There you go. Had to hyphenate a bit, but that's Space Station 13 in 100 words. Honestly, though, I could have used 10,000. The sheer convolution involved in the game's 17-year history, plus the sheer range of totally different games which come under the SS13 title, is worth a decent YouTube documentary or three. I'm sure they exist; you should watch them. But to me, I suppose, the real joy of the game is in the way its maximalist, 'anything is possible' immersive sim ruleset combines with the creativity of a player base committed to really weird, inventive roleplaying.
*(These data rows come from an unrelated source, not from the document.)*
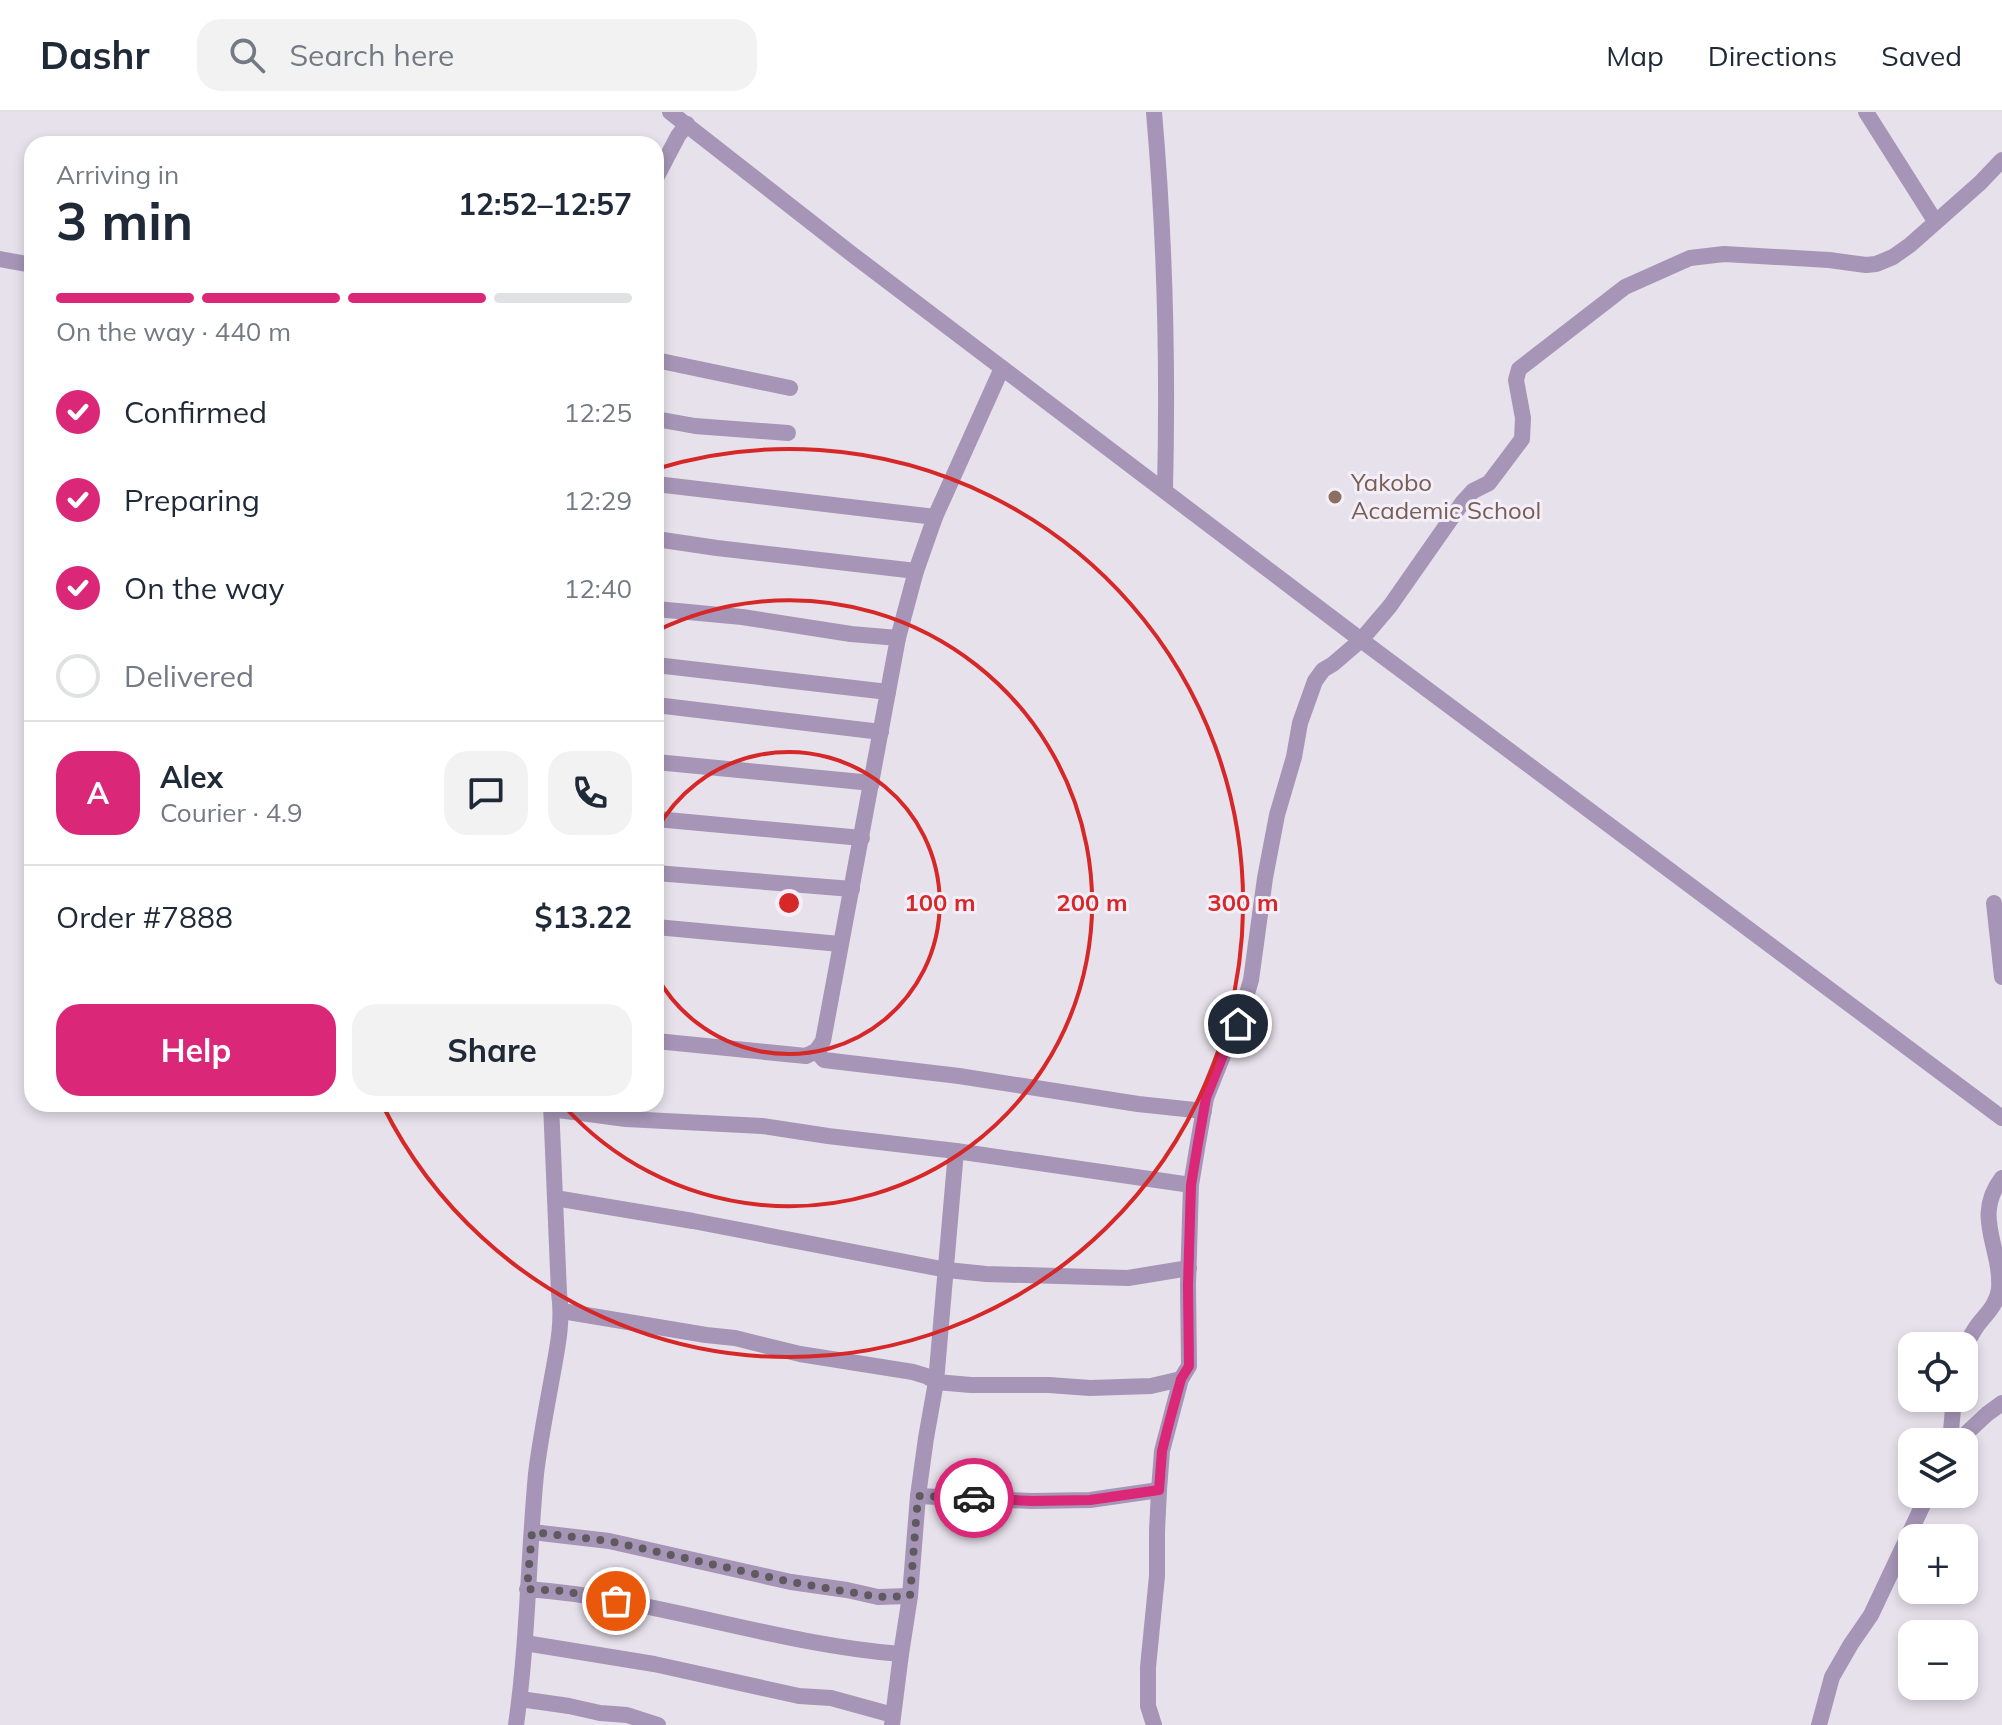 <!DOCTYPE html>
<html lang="en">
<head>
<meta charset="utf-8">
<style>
	:root { --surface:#fff; --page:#f2f2f3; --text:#1f2937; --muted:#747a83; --line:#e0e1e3; --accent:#db2777 }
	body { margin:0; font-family:Mulish,sans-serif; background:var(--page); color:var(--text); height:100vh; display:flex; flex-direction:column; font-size:30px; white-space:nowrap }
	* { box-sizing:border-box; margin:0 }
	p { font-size:26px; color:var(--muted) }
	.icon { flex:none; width:44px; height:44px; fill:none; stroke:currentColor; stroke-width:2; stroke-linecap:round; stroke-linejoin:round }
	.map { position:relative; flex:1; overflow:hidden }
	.side { position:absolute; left:24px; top:24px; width:640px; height:976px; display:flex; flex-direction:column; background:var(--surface); border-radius:24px; box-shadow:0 4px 12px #0003 }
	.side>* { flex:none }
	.buttons { position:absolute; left:1898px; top:1220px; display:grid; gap:16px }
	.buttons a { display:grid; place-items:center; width:80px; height:80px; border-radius:16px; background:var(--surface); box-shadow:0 4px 12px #0003; font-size:40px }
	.pin { position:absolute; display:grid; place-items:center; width:68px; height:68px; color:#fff; margin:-34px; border:4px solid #fff; border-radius:50%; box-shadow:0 2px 8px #0007 }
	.courier { position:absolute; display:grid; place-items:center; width:80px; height:80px; margin:-40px; border:6px solid #db2777; border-radius:50%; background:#fff; color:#222; box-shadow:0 2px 10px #0007 }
	.head em { font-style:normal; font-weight:700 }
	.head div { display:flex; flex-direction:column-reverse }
	.head { display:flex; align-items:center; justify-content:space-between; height:136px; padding:0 32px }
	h1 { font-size:52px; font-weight:700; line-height:60px }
	.bar { display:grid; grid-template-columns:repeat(4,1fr); gap:12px 8px; align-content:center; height:96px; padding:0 32px }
	.bar i { height:10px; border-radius:6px; background:var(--line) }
	.bar .selected { background:var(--accent) }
	.bar p { grid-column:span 4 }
	.line { display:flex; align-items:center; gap:20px; padding:0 32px; border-top:2px solid var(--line) }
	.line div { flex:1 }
	.round { display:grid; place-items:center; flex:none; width:84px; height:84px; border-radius:24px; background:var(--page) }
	ol { padding:0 32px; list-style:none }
	li { display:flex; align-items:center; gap:24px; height:88px }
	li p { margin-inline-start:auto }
	li .icon { padding:8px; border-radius:50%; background:var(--accent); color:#fff; stroke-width:4 }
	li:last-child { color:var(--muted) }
	li i { width:44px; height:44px; border:4px solid var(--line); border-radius:50% }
	.button { display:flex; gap:16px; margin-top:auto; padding:16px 32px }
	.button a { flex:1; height:92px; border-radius:24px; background:var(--accent); color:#fff; font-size:32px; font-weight:700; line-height:92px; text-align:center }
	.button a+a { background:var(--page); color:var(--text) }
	header { display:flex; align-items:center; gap:48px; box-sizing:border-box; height:112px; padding:0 40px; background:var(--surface); border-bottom:2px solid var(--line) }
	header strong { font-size:38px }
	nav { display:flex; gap:44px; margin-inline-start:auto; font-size:28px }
	.search { width:560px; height:72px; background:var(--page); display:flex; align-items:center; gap:20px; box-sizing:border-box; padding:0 28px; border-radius:24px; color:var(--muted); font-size:30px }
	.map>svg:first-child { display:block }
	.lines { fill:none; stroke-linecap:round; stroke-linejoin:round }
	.minor { stroke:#a695b6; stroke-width:16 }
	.done { stroke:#5e5a60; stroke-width:8; stroke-dasharray:0 14.4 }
	.route { stroke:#db2777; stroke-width:10 }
	.ring { fill:none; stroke:#d62828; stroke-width:4 }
	.education-dot { fill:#8d6e63; stroke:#f4eef8; stroke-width:3 }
	.labels { text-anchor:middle; stroke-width:6; stroke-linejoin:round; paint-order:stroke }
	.education-label { font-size:24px; fill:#785e54; stroke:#f4eef8; text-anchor:start }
	.centre { fill:#d62828; stroke:#f4eef8; stroke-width:4 }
	.ring-label { font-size:24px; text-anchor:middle; font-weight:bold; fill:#d62828; stroke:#f4eef8; stroke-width:6; stroke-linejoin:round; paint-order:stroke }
</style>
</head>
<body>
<header>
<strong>Dashr</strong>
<div class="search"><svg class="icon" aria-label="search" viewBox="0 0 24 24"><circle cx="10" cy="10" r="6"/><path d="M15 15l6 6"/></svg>Search here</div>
<nav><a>Map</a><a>Directions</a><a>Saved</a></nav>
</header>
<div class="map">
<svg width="2002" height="1613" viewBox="0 0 2002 1613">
	<rect width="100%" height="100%" fill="#e7e1eb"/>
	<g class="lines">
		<g class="minor">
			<polyline points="670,0 853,143 1361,528 2002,1006"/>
			<path d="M1154,0c11,126 14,252 11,378"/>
			<polyline points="1866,0 1935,109"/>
			<polyline points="656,66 678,24 687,12"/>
			<polyline points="0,147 32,153"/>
			<polyline points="656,248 790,276"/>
			<polyline points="656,307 695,314 788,321"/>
			<polyline points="656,372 935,405"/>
			<polyline points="656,427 717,436 916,459"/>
			<polyline points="656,497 742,505 851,522 898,526"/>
			<polyline points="656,553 888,580"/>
			<polyline points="656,593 881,620"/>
			<polyline points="656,650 872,671"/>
			<polyline points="656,707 862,726"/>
			<polyline points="656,761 852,777"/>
			<polyline points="1994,791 2002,865"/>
			<polyline points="656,815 840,832"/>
			<polyline points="656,929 806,944 816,939 823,929 898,526 916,459 935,405 1002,256"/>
			<polyline points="816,939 824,948 959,964 1138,992 1204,999"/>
			<polyline points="551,997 626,1007 762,1014 828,1024 956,1039 1191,1073"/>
			<polyline points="555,1086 693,1109 947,1158 986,1162 1128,1166 1189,1156"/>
			<polyline points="562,1199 706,1223 735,1226 800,1242 913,1260 926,1264 936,1270 971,1273 1049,1273 1090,1276 1151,1274 1181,1267"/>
			<path d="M1964,1236c4,-7 8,-15 13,-22 9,-12 20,-21 22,-37 3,-42 -27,-72 3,-111"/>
			<polyline points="1950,1330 1954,1286"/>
			<polyline points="1957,1330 1987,1302 2002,1291"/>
			<polyline points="918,1384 1032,1389 1090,1388 1159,1378"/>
			<polyline points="532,1420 609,1429 791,1470 847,1478 878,1485 910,1484"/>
			<path d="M527,1477c126,9 247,55 374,65"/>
			<polyline points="525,1531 654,1552 799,1584 831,1586 893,1603"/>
			<polyline points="520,1587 569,1594 600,1601 627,1603 658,1613"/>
			<path d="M516,1613c12,-83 12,-167 20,-251 4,-34 11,-68 17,-102 5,-27 10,-52 6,-79l-8,-189"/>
			<polyline points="892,1613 901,1542 910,1484 918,1384 926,1326 936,1270 956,1039"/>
			<polyline points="1154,1613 1148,1594 1148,1555 1157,1464 1157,1419 1159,1378 1162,1339 1181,1267 1189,1254 1188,1173 1191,1073 1198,1031 1206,986 1228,931 1238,912 1251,868 1265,766 1277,703 1294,645 1300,611 1315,569 1323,558 1333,552 1361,528 1390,494 1462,391 1473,379 1489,371 1522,327 1523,306 1516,268 1519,257 1625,175 1690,146 1724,142 1829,148 1866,153 1876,152 1893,145 1910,133 1980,71 2002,48"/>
			<polyline points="1819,1613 1832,1565 1851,1532 1871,1503 1928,1382"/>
		</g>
	</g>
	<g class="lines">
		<polyline class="done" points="616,1489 563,1479 527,1477 532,1420 609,1429 791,1470 878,1485 910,1484 918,1384 974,1386"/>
		<polyline class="route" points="974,1386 1032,1389 1090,1388 1159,1378 1162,1339 1169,1311 1181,1267 1189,1254 1188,1173 1191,1073 1198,1031 1206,986 1228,931 1238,912"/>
	</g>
	<g class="ring">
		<path d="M656 719A151 151 0 1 1 656 863"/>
		<path d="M656 519A303 303 0 1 1 564 994"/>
		<path d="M656 357A454 454 0 1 1 383 994"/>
	</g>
	<circle class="education-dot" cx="1335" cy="385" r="8"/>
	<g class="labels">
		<g class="education-label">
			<text x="1351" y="379">Yakobo<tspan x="1351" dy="28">Academic School</tspan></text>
		</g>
	</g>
	<circle cx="789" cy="791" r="12" class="centre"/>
	<g class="ring-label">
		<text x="940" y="799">100 m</text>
		<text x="1092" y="799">200 m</text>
		<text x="1243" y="799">300 m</text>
	</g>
</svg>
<div class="buttons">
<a><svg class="icon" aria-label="locate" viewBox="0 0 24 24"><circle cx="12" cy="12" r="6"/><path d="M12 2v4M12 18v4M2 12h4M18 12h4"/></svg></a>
<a><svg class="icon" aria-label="layers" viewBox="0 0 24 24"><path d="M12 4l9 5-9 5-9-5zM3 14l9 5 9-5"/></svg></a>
<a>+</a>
<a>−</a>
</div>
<div class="pin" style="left:616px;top:1489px;background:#ea580c"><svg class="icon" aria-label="bag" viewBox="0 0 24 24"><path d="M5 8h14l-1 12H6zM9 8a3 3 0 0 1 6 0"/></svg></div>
<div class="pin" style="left:1238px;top:912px;background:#1f2937"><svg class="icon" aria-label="home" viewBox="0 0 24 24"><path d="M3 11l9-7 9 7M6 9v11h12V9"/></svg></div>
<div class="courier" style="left:974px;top:1386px"><svg class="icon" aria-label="car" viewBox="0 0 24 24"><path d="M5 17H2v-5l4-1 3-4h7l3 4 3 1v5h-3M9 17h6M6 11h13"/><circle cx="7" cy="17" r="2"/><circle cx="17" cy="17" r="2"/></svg></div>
<section class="side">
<div class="head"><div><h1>3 min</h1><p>Arriving in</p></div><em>12:52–12:57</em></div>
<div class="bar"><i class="selected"></i><i class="selected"></i><i class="selected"></i><i></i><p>On the way · 440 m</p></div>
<ol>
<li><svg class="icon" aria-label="check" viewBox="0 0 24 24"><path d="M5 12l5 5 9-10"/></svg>Confirmed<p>12:25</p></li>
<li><svg class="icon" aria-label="check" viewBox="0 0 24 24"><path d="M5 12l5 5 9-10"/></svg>Preparing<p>12:29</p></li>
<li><svg class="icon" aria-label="check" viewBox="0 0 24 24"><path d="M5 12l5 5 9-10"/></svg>On the way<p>12:40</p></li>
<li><i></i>Delivered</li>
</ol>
<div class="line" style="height:144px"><b class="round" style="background:var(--accent);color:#fff">A</b><div><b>Alex</b><p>Courier · 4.9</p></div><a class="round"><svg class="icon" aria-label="chat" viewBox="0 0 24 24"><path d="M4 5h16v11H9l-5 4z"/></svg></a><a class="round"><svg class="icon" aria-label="phone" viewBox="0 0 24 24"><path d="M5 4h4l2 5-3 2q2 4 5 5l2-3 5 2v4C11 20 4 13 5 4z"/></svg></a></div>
<div class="line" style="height:104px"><div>Order #7888</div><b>$13.22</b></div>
<div class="button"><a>Help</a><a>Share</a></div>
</section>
</div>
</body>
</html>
It's a genuine struggle not to just break into a breathless account of the many ridiculous scenarios I was lucky enough to be a part of during my brief year or so playing. But if I started, I'm not sure I could stop, so once again I will implore you to seek out some of the many, many SS13 anecdotes floating around online.

I said the game's player base is committed, and I think that's the secret ingredient in SS13's unique, ridiculous beauty. It's just not a game you can just blunder into, after all. At least when I got into it, at the start of the 2010s, you had to jump through a lot of hoops just to boot up the game and join a server. Then you had monstrous lag to contend with, not to mention the byzantine horror of the interface. The learning curve might as well have been a granite wall, even with recourse to server-specific wikis, and so if you stuck around long enough to achieve anything like mastery, it'd be because you were determined to go all-in on collaborative weirdness.

Despite endless chat about sequels and spiritual successors, I'm yet to see one properly emerge. There are excellent games such as Barotrauma which have definite SS13 DNA, but there's still no game out there that is a straight up remake. And maybe that's a good thing? As bizarre and inaccessible as it it, I think Space Station 13's magic comes from the very factors that hinder it. If it was reasonable in any way, it wouldn't be Space Station 13.